Séptimo contratiempo: decido llamar a Guillaume para que venga a traerme el doble de la llave. Mi celular también está atrapado en las entrañas de la moto. El vendedor me presta el teléfono y descubro con espanto que Guillaume tiene el celular apagado. La única solución posible es coger un taxi, ir hasta mi casa en el otro extremo de la ciudad, recoger la llave y volver a recuperar la moto.

La operación de rescate fue todo un éxito. El taxi me salió por un ojo de la cara y llegué a la oficina casi al medio día. Mi compañero de oficina me recibió diciéndome “creí que Su Alteza no iba a venir”.
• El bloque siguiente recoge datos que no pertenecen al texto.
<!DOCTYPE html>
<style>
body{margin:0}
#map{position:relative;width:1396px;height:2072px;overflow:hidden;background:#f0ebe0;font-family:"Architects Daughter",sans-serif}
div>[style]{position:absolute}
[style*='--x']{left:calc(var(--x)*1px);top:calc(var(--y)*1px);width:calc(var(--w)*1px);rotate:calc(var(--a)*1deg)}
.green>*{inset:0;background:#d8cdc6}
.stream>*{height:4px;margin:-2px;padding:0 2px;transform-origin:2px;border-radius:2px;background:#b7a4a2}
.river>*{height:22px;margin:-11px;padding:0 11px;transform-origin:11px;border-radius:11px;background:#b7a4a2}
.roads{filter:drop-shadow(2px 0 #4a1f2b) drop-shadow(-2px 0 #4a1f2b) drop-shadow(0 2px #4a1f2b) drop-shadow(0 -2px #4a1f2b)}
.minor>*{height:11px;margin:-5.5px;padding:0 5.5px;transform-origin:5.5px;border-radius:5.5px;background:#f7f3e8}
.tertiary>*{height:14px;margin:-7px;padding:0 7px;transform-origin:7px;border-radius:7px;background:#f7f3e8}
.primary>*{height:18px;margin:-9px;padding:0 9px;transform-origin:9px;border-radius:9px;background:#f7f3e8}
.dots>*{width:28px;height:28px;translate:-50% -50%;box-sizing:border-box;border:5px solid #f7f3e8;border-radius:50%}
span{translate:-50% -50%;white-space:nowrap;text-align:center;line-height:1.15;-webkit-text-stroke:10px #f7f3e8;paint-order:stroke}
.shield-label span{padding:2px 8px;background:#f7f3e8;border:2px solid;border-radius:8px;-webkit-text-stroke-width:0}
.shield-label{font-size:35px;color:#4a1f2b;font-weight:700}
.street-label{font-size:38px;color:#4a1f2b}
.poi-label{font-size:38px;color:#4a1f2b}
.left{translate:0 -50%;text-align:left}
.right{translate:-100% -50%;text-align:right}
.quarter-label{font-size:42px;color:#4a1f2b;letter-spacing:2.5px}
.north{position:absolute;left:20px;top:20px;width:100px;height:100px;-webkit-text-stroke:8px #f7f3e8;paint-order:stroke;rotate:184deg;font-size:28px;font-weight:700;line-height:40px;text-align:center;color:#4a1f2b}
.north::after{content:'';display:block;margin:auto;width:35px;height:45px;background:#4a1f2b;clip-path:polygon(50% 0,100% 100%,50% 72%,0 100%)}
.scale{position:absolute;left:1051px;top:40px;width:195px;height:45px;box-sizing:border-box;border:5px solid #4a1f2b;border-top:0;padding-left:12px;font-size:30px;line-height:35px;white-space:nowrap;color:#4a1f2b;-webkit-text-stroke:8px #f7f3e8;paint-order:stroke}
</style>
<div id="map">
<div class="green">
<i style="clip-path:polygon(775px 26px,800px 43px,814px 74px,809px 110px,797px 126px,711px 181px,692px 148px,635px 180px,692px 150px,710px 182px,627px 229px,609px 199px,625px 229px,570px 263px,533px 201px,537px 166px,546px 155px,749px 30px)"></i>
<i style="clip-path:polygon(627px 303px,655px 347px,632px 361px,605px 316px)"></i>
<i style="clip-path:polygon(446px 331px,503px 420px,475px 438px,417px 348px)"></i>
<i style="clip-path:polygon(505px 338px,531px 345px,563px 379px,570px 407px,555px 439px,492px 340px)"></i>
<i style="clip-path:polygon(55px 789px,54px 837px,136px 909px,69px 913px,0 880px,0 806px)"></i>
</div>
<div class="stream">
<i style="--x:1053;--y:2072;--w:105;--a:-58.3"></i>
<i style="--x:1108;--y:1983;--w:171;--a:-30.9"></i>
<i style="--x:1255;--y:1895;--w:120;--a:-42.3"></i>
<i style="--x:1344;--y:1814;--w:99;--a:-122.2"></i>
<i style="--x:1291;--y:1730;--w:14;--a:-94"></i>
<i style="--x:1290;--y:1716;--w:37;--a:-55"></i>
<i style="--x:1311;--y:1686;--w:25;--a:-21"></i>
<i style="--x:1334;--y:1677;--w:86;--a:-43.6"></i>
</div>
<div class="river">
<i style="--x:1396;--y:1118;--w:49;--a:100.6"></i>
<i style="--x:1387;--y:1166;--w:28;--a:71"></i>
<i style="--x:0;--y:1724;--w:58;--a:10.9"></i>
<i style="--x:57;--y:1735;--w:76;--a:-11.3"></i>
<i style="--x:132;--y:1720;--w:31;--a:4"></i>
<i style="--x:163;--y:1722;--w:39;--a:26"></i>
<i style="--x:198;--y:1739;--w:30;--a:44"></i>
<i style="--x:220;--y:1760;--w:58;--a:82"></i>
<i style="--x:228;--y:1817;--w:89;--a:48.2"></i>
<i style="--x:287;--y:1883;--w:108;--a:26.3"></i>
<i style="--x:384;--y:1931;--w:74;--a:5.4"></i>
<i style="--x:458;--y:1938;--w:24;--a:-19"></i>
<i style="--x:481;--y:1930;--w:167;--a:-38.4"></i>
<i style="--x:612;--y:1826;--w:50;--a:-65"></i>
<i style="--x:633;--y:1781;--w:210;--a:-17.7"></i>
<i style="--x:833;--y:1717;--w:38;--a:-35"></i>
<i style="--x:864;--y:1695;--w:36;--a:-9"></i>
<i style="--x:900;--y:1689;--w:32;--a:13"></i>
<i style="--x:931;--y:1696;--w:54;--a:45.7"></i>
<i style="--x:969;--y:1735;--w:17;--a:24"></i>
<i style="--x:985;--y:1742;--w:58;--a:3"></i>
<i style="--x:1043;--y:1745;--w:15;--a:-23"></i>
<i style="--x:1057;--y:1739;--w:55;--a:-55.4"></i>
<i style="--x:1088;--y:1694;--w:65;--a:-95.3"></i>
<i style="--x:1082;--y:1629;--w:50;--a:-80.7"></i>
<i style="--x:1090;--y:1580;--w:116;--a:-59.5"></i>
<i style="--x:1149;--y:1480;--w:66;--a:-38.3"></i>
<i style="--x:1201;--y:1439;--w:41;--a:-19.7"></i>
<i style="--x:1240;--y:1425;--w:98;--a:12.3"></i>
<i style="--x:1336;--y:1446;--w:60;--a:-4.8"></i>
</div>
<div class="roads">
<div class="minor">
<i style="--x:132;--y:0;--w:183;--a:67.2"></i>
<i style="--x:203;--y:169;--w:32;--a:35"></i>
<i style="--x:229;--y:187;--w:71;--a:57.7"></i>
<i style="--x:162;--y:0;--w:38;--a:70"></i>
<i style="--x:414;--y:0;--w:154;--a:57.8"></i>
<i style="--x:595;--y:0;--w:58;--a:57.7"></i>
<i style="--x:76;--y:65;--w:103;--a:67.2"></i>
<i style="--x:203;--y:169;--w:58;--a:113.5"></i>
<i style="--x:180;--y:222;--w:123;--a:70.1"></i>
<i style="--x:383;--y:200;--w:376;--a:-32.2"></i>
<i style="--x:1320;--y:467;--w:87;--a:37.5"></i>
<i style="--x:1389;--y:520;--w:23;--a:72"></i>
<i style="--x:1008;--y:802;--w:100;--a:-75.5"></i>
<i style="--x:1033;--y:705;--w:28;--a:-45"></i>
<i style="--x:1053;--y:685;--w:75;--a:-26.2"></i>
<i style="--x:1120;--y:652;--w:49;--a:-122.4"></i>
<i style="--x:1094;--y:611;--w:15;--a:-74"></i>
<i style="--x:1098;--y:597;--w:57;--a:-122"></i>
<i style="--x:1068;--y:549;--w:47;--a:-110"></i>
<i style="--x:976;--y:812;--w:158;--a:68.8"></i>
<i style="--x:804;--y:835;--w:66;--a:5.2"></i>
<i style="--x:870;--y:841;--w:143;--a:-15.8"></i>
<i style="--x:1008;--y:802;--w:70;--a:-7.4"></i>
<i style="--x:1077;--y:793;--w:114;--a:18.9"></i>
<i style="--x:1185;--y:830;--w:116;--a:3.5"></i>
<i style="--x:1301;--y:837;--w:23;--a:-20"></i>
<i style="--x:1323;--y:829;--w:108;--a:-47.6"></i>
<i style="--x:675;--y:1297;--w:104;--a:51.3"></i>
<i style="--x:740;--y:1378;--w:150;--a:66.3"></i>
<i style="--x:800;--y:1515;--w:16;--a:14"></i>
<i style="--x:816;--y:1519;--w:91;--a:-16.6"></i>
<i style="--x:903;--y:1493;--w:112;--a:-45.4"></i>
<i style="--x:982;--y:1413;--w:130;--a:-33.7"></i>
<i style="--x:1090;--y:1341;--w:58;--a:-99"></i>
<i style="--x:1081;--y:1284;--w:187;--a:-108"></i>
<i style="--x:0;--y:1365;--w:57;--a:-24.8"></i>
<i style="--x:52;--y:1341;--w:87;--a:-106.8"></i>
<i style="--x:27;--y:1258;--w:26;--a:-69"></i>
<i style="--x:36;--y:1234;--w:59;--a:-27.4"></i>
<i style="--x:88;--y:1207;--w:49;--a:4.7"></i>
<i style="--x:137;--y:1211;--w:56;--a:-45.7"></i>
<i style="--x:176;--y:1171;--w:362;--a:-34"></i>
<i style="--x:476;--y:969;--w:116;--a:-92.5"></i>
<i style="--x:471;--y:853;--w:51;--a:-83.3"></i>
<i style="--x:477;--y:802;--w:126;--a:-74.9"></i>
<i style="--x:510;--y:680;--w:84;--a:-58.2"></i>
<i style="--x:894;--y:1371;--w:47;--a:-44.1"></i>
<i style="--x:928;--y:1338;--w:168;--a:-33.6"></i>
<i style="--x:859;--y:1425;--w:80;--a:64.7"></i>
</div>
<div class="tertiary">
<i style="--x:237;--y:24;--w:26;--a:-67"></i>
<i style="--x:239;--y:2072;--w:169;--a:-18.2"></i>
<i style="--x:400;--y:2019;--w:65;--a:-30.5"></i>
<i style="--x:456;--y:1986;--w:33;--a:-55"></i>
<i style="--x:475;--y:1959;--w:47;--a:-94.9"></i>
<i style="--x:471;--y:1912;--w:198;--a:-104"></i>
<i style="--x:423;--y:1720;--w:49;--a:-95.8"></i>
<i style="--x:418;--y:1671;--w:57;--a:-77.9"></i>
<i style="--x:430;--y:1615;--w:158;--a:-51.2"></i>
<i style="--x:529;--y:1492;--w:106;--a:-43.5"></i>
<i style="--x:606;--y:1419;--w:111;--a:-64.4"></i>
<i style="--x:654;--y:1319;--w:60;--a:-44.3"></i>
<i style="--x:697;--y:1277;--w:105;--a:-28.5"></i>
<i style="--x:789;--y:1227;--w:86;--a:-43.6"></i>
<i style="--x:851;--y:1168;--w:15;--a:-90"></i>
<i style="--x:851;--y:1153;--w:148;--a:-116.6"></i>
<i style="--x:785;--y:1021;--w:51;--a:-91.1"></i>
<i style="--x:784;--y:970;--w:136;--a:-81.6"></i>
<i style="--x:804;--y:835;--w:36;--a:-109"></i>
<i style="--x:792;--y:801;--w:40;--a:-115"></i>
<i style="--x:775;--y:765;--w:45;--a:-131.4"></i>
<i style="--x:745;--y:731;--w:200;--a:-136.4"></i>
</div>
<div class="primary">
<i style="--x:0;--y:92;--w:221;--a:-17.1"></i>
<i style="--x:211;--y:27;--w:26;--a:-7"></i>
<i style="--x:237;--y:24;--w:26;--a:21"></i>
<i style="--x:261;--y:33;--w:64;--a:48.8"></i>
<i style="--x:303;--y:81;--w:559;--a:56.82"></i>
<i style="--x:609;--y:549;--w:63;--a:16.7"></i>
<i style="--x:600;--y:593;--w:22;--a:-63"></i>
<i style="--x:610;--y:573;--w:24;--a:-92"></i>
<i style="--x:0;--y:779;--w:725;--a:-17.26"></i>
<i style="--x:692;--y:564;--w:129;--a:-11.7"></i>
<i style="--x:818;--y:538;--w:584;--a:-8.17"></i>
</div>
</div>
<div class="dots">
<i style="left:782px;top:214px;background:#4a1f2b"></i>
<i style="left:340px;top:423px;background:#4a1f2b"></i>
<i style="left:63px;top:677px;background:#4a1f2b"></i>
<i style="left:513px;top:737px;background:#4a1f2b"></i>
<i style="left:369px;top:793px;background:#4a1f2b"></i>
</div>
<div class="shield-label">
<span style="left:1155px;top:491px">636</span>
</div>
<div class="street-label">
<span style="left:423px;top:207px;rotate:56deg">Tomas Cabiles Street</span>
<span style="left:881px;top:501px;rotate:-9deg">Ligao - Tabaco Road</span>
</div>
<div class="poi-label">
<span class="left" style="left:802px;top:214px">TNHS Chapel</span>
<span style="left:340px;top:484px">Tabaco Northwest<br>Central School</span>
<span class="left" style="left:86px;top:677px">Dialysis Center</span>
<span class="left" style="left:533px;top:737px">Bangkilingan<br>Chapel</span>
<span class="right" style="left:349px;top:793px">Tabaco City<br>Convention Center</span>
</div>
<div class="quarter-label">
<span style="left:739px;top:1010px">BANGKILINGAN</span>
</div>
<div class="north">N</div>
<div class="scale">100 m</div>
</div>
Octavo contratiempo: me siento en mi escritorio y a los veinte minutos, justo cuando he terminado de contar mi odisea, suena el teléfono y la recepcionista me anuncia que Guillaume está en la recepción. Digo que lo dejen subir y pienso que debí haber olvidado algo urgente porque no es normal que Guillaume se aparezca en mi oficina así como así. Cuando abro la puerta lo primero que veo es a Yves André Citroën (mi perro) que se me bota encima y entiendo que Guillaume, al salir a pasear al perro, ha olvidado sus llaves adentro del apartamento, salvándome así del regaño que me esperaba esta noche por descuidado, despistado, etc. Finalmente Dios sabe como hace sus cosas.

*Declaro bajo la gravedad de juramento que nunca fui víctima de maltrato infantil.
**Mi moto cuenta con un sistema de seguridad. La única manera de sacar la llave del contacto es bloqueando la dirección y asegurando el freno de mano. Como pesa 200 kilos, una vez bloqueada NO LA MUEVE NADIE.